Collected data
• • • •

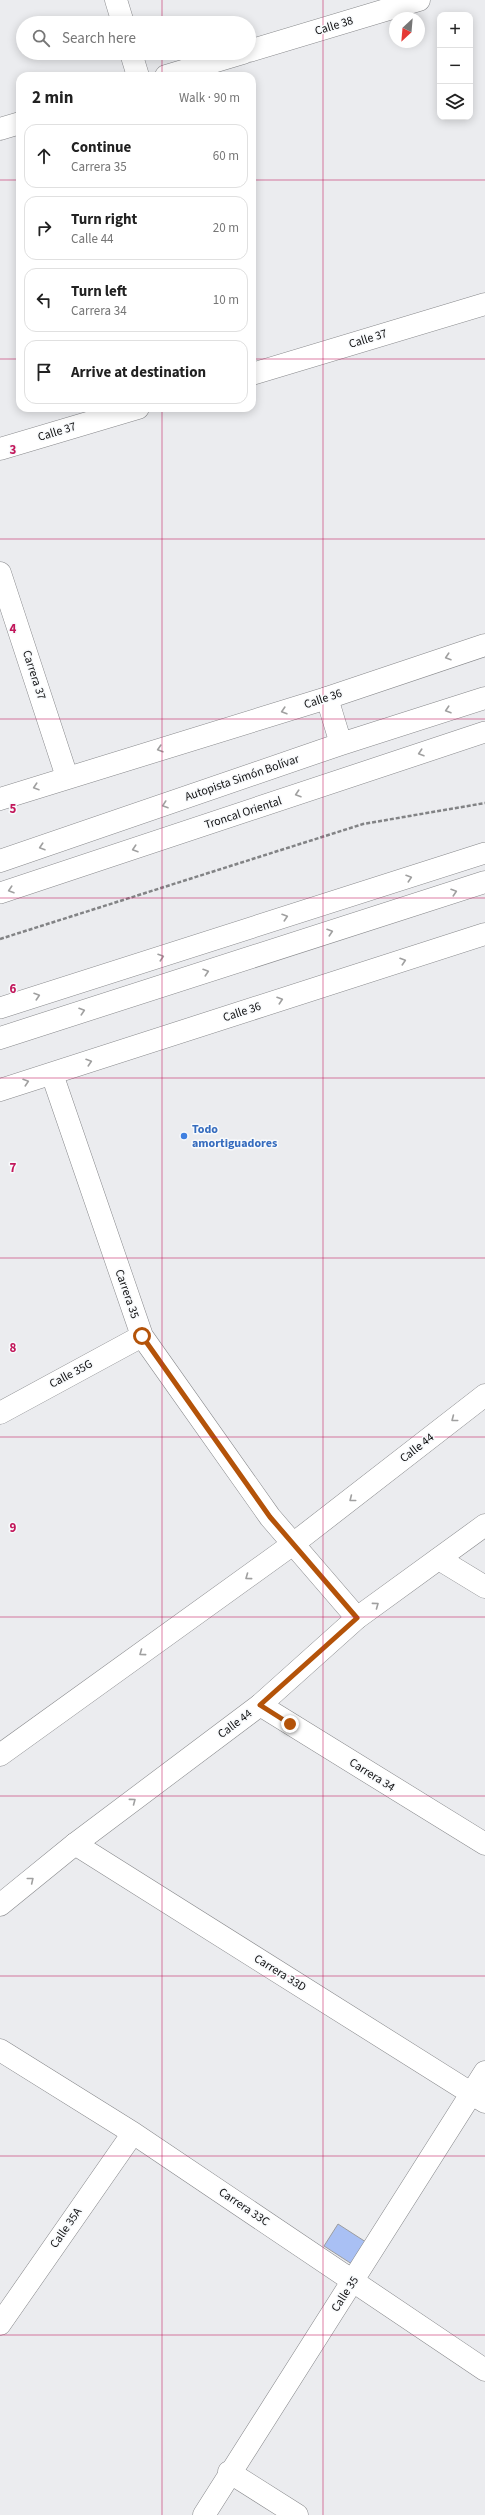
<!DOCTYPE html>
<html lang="en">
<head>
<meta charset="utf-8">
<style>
	body { margin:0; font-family:"Source Sans 3",sans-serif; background:#f6f6f6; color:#222 }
	.controls { position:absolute; right:12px; top:12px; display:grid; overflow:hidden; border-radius:8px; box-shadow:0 2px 10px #0003 }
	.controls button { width:36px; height:36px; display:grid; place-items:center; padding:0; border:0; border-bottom:1px solid #e0e0e0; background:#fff; color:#222; font:20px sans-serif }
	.compass { position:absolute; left:389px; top:12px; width:36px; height:36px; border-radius:50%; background:#fff; box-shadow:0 2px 10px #0003; rotate:206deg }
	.stop { position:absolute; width:12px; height:12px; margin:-9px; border:3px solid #b45309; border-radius:50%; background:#fff }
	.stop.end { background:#b45309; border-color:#fff; box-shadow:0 1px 4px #0008 }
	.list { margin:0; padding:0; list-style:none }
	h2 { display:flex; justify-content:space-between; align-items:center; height:52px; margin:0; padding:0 16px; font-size:17px }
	h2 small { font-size:13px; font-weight:400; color:#767676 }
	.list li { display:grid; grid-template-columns:26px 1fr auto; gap:12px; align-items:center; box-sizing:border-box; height:64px; margin:0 8px 8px; padding:0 8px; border:1px solid #e0e0e0; border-radius:12px }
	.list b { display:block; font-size:15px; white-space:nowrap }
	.list p { margin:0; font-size:13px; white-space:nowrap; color:#767676 }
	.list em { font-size:13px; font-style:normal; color:#767676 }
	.icon { flex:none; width:22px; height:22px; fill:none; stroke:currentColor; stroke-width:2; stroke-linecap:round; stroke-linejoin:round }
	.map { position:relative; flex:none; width:485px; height:2515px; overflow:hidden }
	.search { position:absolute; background:#fff; box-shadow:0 2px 10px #0003; left:16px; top:16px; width:240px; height:44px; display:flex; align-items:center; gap:10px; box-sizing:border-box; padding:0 14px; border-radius:22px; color:#767676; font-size:15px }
	.panel { position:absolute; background:#fff; box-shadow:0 2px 10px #0003; left:16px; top:72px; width:240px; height:340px; border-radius:12px }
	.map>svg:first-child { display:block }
</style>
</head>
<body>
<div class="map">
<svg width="485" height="2515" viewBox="0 0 485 2515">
	<rect width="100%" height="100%" fill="#ebecef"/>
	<!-- building -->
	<path fill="#a9c0f4" stroke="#9c9da0" d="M338,2224L369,2244L355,2266L324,2246Z"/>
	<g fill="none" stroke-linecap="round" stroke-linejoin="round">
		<!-- service casing -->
		<g stroke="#87888b" stroke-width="22">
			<path id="service" d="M0,893L485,732
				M0,1008L485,853"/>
		</g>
		<!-- minor casing -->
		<g stroke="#87888b" stroke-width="23">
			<path id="minor" d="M116,0L123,23
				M249,51L419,0
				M131,53L138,76
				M166,76L243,53
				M0,129L20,123
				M252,374L485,304
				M0,449L138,408
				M0,573L67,777
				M52,1074L142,1336L270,1517L357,1618
				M0,1413L142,1336
				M439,1559L485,1587
				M260,1705L485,1844
				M75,1844L485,2102
				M0,2050L133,2133L485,2370
				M0,2324L133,2133
				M229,2472L297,2515
				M204,2515L485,2072"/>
		</g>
		<!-- tertiary casing -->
		<g stroke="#87888b" stroke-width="23">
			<path id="tertiary" d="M0,799L327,698L485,645
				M0,1090L485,934"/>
		</g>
		<!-- secondary casing -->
		<g stroke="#87888b" stroke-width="23">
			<path id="secondary" d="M0,1755L293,1544L485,1395
				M0,1905L75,1844L260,1705L357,1618L485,1525"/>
		</g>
		<!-- trunk casing -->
		<g stroke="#87888b" stroke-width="23">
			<path id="trunk" d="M327,698L341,744
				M0,861L341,744L485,698
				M0,1038L485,882"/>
		</g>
		<!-- path -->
		<path stroke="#828385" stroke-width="2.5" stroke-dasharray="4 2" stroke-linecap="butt" d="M0,939L363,824L485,803"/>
		<!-- service -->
		<use href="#service" stroke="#fff" stroke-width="21"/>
		<!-- minor -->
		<use href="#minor" stroke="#fff" stroke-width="22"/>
		<!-- tertiary -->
		<use href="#tertiary" stroke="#fff" stroke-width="22"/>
		<!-- secondary -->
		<use href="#secondary" stroke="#fff" stroke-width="22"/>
		<!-- trunk -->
		<use href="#trunk" stroke="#fff" stroke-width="22"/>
	</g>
	<!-- one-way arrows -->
	<defs><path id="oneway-chevron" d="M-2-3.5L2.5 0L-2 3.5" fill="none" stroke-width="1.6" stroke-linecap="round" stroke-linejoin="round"/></defs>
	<g stroke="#a0a0a0">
		<use href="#oneway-chevron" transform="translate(448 657) rotate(162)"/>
		<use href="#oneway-chevron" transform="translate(448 710) rotate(162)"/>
		<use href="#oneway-chevron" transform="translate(284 711) rotate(163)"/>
		<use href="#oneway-chevron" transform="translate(160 749) rotate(163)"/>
		<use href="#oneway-chevron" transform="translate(421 753) rotate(162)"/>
		<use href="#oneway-chevron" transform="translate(36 787) rotate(162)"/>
		<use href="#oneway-chevron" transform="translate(298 794) rotate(162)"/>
		<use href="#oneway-chevron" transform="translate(165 805) rotate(161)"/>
		<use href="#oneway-chevron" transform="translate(42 847) rotate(162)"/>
		<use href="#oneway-chevron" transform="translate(135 849) rotate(162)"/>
		<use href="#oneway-chevron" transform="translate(409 878) rotate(-18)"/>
		<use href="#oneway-chevron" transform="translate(11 890) rotate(162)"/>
		<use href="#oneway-chevron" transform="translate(454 892) rotate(-18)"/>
		<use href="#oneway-chevron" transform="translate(285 917) rotate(-18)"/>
		<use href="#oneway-chevron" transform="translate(330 932) rotate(-18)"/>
		<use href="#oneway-chevron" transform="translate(161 957) rotate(-18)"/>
		<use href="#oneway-chevron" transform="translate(403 961) rotate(-18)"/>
		<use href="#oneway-chevron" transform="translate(206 972) rotate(-18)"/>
		<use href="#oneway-chevron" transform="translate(37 996) rotate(-18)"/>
		<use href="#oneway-chevron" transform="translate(280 1000) rotate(-18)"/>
		<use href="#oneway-chevron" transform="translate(82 1011) rotate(-18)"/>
		<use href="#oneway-chevron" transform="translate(89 1062) rotate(-18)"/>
		<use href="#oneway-chevron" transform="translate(26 1082) rotate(-18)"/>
		<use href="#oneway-chevron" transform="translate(454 1419) rotate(142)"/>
		<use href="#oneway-chevron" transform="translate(352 1499) rotate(142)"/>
		<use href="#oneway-chevron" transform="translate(248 1577) rotate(144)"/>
		<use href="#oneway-chevron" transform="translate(376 1605) rotate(-36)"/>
		<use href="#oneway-chevron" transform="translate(142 1653) rotate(144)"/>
		<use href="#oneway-chevron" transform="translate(133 1801) rotate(-37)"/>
		<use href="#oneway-chevron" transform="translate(31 1880) rotate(-39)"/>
	</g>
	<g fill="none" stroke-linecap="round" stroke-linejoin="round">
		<!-- route -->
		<path stroke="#b45309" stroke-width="5" d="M142,1336L270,1517L357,1618L260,1705L290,1724"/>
	</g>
	<!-- grid -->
	<path fill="none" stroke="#c2185b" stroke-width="1" stroke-opacity="0.55" d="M162,0V23M323,0V2515M162,53V76M0,180H20M252,180H485M0,359H20M252,359H485M162,408V2515M0,539H485M0,719H485M0,898H485M0,1078H485M0,1258H485M0,1437H485M0,1617H485M0,1796H485M0,1976H485M0,2156H485M0,2335H485"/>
	<!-- markers -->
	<circle fill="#3f7fe0" stroke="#f8fafc" stroke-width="1.5" cx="184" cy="1136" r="4"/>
	<g text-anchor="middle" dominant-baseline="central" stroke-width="3" stroke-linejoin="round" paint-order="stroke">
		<!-- street labels -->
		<g font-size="12" fill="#111112" stroke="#f8fafc">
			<text transform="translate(334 26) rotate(-17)">Calle 38</text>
			<text transform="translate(368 339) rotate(-17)">Calle 37</text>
			<text transform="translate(57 432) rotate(-17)">Calle 37</text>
			<text transform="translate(34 675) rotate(72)">Carrera 37</text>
			<text transform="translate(323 699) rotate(-18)">Calle 36</text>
			<text transform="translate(242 778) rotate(-19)">Autopista Simón Bolívar</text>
			<text transform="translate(243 813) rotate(-18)">Troncal Oriental</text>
			<text transform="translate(242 1012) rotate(-18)">Calle 36</text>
			<text transform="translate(127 1294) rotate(71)">Carrera 35</text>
			<text transform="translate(71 1374) rotate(-28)">Calle 35G</text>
			<text transform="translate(417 1448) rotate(-38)">Calle 44</text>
			<text transform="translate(235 1724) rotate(-37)">Calle 44</text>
			<text transform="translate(372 1775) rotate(32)">Carrera 34</text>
			<text transform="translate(280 1973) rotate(32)">Carrera 33D</text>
			<text transform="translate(244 2207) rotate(34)">Carrera 33C</text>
			<text transform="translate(66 2228) rotate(-55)">Calle 35A</text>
			<text transform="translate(345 2294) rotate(-57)">Calle 35</text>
		</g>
		<!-- shop labels -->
		<g font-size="12" font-weight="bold" fill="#366cbe" stroke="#f8fafc" text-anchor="start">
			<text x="192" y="1129">Todo<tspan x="192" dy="14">amortiguadores</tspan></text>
		</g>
	</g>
	<g font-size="13" text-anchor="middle" font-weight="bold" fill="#c2185b" stroke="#f8fafc" stroke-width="3" stroke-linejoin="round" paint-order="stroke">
		<text x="13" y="454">3</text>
		<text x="13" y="633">4</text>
		<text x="13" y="813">5</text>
		<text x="13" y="993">6</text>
		<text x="13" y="1172">7</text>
		<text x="13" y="1352">8</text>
		<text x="13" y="1532">9</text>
	</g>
</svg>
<div class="controls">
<button>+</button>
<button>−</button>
<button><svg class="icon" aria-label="layers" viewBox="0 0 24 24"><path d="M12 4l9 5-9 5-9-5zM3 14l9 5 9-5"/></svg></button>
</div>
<svg class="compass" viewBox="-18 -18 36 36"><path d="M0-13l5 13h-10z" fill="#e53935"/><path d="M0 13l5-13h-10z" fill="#767676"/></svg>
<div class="stop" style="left:142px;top:1336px"></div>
<div class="stop end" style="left:290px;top:1724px"></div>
<div class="search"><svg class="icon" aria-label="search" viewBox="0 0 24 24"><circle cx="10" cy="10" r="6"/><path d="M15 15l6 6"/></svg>Search here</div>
<section class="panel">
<h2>2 min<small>Walk · 90 m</small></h2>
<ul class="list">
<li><svg class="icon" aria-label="ahead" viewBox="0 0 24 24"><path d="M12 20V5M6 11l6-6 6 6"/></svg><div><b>Continue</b><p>Carrera 35</p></div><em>60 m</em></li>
<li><svg class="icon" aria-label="right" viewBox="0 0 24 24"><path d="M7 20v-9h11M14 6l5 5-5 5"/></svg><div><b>Turn right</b><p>Calle 44</p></div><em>20 m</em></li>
<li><svg class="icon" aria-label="left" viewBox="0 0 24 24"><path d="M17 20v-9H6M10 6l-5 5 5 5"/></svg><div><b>Turn left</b><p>Carrera 34</p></div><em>10 m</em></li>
<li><svg class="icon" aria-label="arrive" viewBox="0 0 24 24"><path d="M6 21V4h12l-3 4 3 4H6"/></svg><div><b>Arrive at destination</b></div></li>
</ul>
</section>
</div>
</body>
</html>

• • • •

• _Task prompt_
In the data above, tally the lines holding "compass" and answer with the figure only.

• _Exercise result_
2